Non, les conséquences d'une fausse position dans le monde sont trop prévues pour avoir le piquant des faits qui l'ont amenée; mais, peut-être le tableau de la société de cette époque, dont nulle autre ne saurait donner l'idée, sera-t-il assez attachant pour faire supporter la simplicité du sujet.

Assez d'historiens plus ou moins vrais, plus ou moins éloquents, se sont chargés de transmettre à la postérité les grands événements de ce règne de gloire. Je me borne à constater l'effet qu'ils produisaient sur les différents salons de Paris, que le deuil de la noblesse, la misère des anciens riches, la persécution de toutes les célébrités passés et présentes n'empêchaient pas d'exercer cette influence toute spirituelle qui a été si longtemps une puissance dans notre pays.

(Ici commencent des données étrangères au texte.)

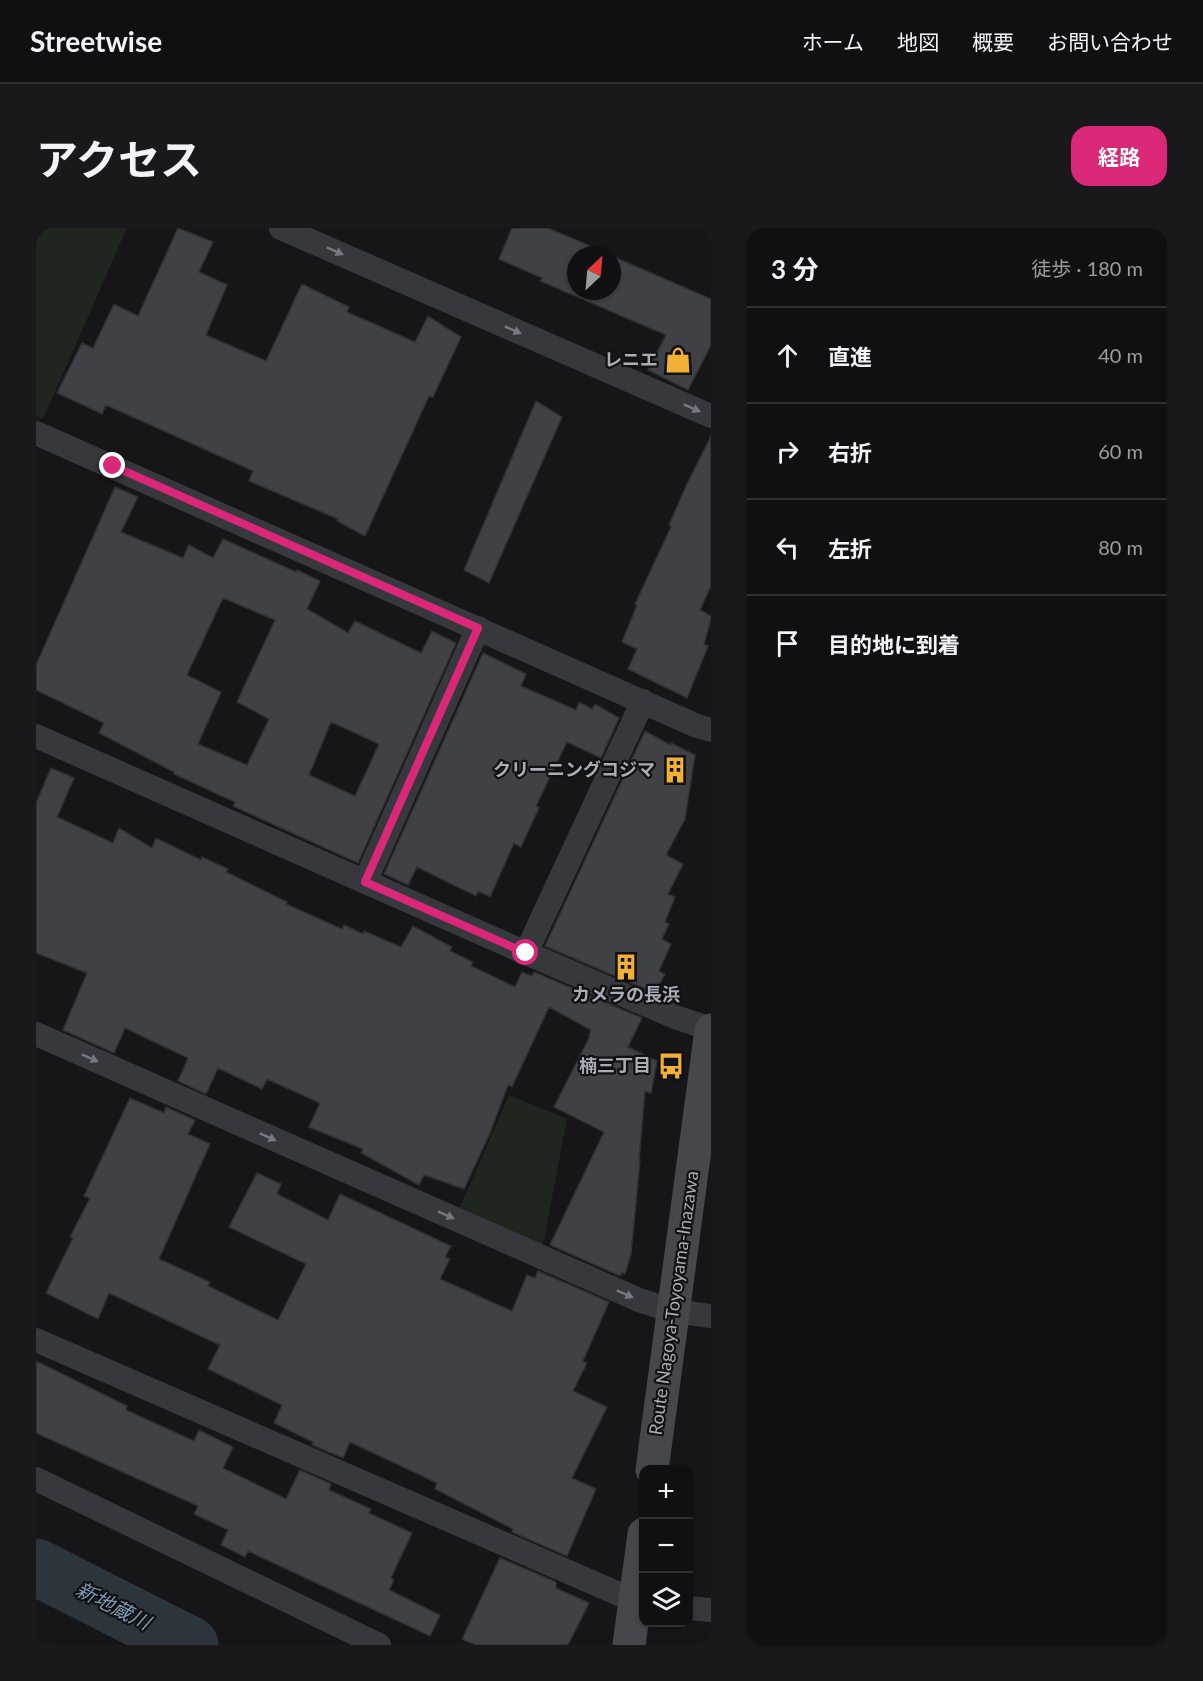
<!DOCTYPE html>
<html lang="ja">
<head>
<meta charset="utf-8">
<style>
  :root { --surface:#101012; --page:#19191b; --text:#f1f3f6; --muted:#9c9d9f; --line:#303032; --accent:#db2777 }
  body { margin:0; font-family:Lato,"Noto Sans JP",sans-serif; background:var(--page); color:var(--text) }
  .controls { position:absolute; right:18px; bottom:18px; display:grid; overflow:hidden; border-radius:12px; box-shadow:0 2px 4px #0004 }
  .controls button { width:54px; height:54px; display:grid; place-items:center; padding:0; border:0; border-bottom:2px solid var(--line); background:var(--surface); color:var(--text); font:30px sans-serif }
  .compass { position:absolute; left:531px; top:18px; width:54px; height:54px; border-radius:50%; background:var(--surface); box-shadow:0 2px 4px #0004; rotate:26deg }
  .stop { position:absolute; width:18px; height:18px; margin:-14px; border:4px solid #db2777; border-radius:50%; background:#fff }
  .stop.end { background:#db2777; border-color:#fff; box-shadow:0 2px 6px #0008 }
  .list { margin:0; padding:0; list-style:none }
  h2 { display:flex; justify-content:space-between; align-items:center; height:78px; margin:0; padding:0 24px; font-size:26px }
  h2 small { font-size:20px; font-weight:400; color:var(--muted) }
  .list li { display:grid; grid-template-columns:39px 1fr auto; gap:18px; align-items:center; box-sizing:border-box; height:96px; padding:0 24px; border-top:2px solid var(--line) }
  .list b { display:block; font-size:22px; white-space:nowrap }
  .list em { font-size:20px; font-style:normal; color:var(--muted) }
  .icon { flex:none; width:33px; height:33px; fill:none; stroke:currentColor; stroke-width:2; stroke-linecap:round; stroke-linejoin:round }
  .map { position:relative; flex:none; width:675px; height:1417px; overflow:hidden; border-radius:18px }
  header { display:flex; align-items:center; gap:36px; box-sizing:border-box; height:84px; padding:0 30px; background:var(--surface); border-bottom:2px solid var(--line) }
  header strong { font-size:28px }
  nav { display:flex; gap:33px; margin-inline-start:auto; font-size:21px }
  .intro { display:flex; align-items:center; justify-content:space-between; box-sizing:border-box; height:144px; padding:0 36px }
  h1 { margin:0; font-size:42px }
  .button { padding:15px 27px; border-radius:18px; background:var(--accent); color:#fff; font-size:21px; font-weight:700 }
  main { display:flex; gap:36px; padding:0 36px }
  aside { flex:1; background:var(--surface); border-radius:18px; box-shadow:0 2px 4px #0004 }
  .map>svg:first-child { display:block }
</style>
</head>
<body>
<header>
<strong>Streetwise</strong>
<nav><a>ホーム</a><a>地図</a><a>概要</a><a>お問い合わせ</a></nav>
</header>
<div class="intro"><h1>アクセス</h1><a class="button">経路</a></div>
<main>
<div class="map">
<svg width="675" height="1417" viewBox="0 0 675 1417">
  <rect width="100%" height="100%" fill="#161618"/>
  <path fill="#1e261f" d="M0,0H91L7,191L0,188Z
    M473,867L531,891L506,1022L421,986Z"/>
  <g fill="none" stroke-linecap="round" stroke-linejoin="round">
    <path stroke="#2c353c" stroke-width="57" d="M0,1339L154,1417"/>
  </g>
  <path fill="#404145" stroke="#303034" stroke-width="1.5" fill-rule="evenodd" d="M142,0L177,14L163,44L191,57L170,107L230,133L266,56L313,79L311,84L379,114L392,88L425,109L397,169L393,168L329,308L301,293L302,291L213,253L217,243L70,177L66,186L21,165L46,115L57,120L78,76L102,88Z
    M476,0H512L575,27H540V63H576V28L675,71V117L652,162L612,142L630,107L504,53L506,50L463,31Z
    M500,173L526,189L453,355L428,342Z
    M675,208V358L664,382L675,388V391L668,416L672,418L651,470L592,441L601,421L586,414L601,377L599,376L635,299L633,297L650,258Z
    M79,259L102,269L85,304L147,330L153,317L177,330L187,311L260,344L261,342L284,353L271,381L312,405L319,393L385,425L396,403L420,415L322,635L197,578L199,574L138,546V544L63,505L68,495L0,462V437ZM187,370L239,392L201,474L233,491L211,537L162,516L185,464L151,447ZM295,494L343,516L319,568L273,547Z
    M447,425L490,446L485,458L540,482L543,474L556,481L559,476L583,490L565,530L531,514L500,578L503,580L485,619L478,615L454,669L442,663L440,668L381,639L372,657L348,646Z
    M609,503L634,517L635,515L659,527L649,591L630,627L647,636L632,666L639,669L629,694L633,696L626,711L635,716L623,743L629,746L619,765L509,718Z
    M15,540L38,550L21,589L77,615L83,600L116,620L120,610L165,632L166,629L192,641L190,644L251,674L250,676L306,701L308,697L327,706L328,703L365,719L377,698L416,719L414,723L437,734L435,738L479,759L486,744L496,748L498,744L606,790L592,819L621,833L615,865L609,863L603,932H604L595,1026L589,1046L586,1045L584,1048L514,1017L568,904L518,879L554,808L553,807L555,802L513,779L476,859L472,857L454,905L428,961L388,947L383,957L325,925L327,921L273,899L284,875L231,851L226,861L182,840L170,866L142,853L152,830L89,800L78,825L27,802L51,745L0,725V575Z
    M94,870L128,885L130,879L159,892L152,906L174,916L123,1031L174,1054L172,1058L242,1092L270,1036L193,999L221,945L245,956L241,966L292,992L304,966L415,1018L409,1029L414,1031L404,1051L476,1083L491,1047L499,1050L502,1043L573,1074L547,1133L551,1135L537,1163L571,1179L536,1250L560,1261L531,1328L476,1304L477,1301L399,1261L401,1255L314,1214L307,1230L276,1217L277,1214L238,1195L246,1177L172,1141L184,1117L73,1065L62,1091L10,1065L37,1010L34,1009L54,970L48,968Z
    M0,1133L91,1178L90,1182L158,1213L163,1202L197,1219L187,1240L250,1271L264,1242L295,1256L293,1262L335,1281L333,1285L376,1305L355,1350L358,1352L353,1362L404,1387L394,1408L212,1323L209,1329L185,1317L192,1302L158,1286L162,1278L0,1205Z
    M464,1330L520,1354V1360L553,1375L532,1417H440L426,1411Z"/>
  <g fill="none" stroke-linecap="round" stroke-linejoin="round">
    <path stroke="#37383d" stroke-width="24" d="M245,0L675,188
      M0,205L661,498L675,502
      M0,508L490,725L639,789L675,801
      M329,654L442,400
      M490,725L607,473
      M0,806L603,1072L637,1083L675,1088
      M0,1112L599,1373L608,1374
      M0,1251L343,1417
      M652,1380L675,1382"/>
    <path stroke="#45474d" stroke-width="33" d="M616,1242L675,802
      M593,1417L608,1306"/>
  </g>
  <defs><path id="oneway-solid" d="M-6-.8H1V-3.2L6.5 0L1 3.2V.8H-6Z" transform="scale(1.5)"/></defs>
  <g fill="#757881">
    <use href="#oneway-solid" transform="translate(299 23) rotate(24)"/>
    <use href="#oneway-solid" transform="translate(477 102) rotate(24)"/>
    <use href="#oneway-solid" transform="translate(656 180) rotate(24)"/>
    <use href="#oneway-solid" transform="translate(54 830) rotate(24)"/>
    <use href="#oneway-solid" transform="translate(232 909) rotate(24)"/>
    <use href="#oneway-solid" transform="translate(410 987) rotate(24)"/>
    <use href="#oneway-solid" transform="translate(589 1066) rotate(24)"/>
  </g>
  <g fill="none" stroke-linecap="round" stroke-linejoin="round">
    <path stroke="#db2777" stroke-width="8" d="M77,238L442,400L329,654L490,725"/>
  </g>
  <defs>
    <g id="shop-bare" transform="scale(2.07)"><path d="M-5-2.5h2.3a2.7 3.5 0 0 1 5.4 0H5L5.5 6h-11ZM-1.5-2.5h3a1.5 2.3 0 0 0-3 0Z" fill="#f2b134" stroke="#111113" stroke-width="2.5" paint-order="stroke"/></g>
    <g id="building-bare" transform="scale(2.07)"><path d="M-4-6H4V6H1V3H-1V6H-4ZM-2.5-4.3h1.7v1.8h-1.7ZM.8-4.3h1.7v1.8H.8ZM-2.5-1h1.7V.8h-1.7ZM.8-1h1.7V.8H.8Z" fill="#f2b134" stroke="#111113" stroke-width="2.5" paint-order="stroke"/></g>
    <g id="bus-bare" transform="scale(2.07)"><path d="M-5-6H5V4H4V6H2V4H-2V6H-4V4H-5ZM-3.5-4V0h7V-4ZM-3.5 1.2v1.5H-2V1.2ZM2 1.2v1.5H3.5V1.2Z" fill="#f2b134" stroke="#111113" stroke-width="2.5" paint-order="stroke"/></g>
  </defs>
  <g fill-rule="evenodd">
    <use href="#shop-bare" x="642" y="132"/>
    <use href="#building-bare" x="639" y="542"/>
    <use href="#building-bare" x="590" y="739"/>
    <use href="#bus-bare" x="635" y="838"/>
  </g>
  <g text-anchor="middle" stroke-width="4.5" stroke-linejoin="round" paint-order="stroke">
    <g font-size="18" font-weight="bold" fill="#a8adb8" stroke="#111113" text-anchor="end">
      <text x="622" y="138">レニエ</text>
      <text x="619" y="548">クリーニングコジマ</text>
      <text x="590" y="773" text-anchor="middle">カメラの長浜</text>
      <text x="615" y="844">楠三丁目</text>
    </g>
    <g font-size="18" fill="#a8adb8" stroke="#111113">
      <text transform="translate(638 1075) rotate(-82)" y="6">Route Nagoya-Toyoyama-Inazawa</text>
    </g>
    <g font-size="20" font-style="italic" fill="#7f9bb3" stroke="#111113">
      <text transform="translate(77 1378) rotate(27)" y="7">新地蔵川</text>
    </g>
  </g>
</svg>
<div class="controls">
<button>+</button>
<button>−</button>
<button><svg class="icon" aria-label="layers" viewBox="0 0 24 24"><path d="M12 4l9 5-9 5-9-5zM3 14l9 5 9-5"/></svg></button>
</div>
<svg class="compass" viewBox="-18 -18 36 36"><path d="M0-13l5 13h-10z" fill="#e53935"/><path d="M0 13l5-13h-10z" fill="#9c9d9f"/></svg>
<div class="stop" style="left:490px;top:725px"></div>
<div class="stop end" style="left:77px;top:238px"></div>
</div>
<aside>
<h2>3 分<small>徒歩 · 180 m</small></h2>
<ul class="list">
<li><svg class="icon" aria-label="ahead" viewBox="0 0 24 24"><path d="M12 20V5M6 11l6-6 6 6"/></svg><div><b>直進</b></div><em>40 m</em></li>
<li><svg class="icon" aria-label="right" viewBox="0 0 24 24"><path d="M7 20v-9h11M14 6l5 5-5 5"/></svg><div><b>右折</b></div><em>60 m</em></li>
<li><svg class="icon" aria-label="left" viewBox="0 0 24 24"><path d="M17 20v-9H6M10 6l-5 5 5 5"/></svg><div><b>左折</b></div><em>80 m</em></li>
<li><svg class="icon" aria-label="arrive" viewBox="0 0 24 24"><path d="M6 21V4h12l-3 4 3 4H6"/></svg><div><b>目的地に到着</b></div></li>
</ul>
</aside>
</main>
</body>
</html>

Madame de Staël a donné, dans ses Considérations sur la révolution française, une esquisse de la société de Paris, telle qu'elle était lorsque «la vigueur de la liberté se réunissait, ainsi qu'elle le dit, à toute la grâce de la politesse chez les personnes,» et que les hommes du tiers état, distingués par leurs lumières et leurs talents, se joignaient à ces gentilshommes plus fiers de leur propre mérite que de leurs anciens priviléges, dans le temps où les plus hautes questions que l'ordre social ait jamais fait naître étaient traitées par les hommes les plus capables de les entendre et de les discuter; mais à cette époque, où sauf la disposition des esprits, tout était encore à sa place; où l'on discutait sur les différents partis de l'Assemblée constituante avec la même chaleur qui animait l'année d'avant les disputes entre les voltairiens et les séides du citoyen de Genève, la conversation avait conservé cette élégance aristocratique, cette ironie implacable dont la terreur de l'échafaud, ou le pouvoir d'un gouvernement tout militaire, devaient seuls triompher.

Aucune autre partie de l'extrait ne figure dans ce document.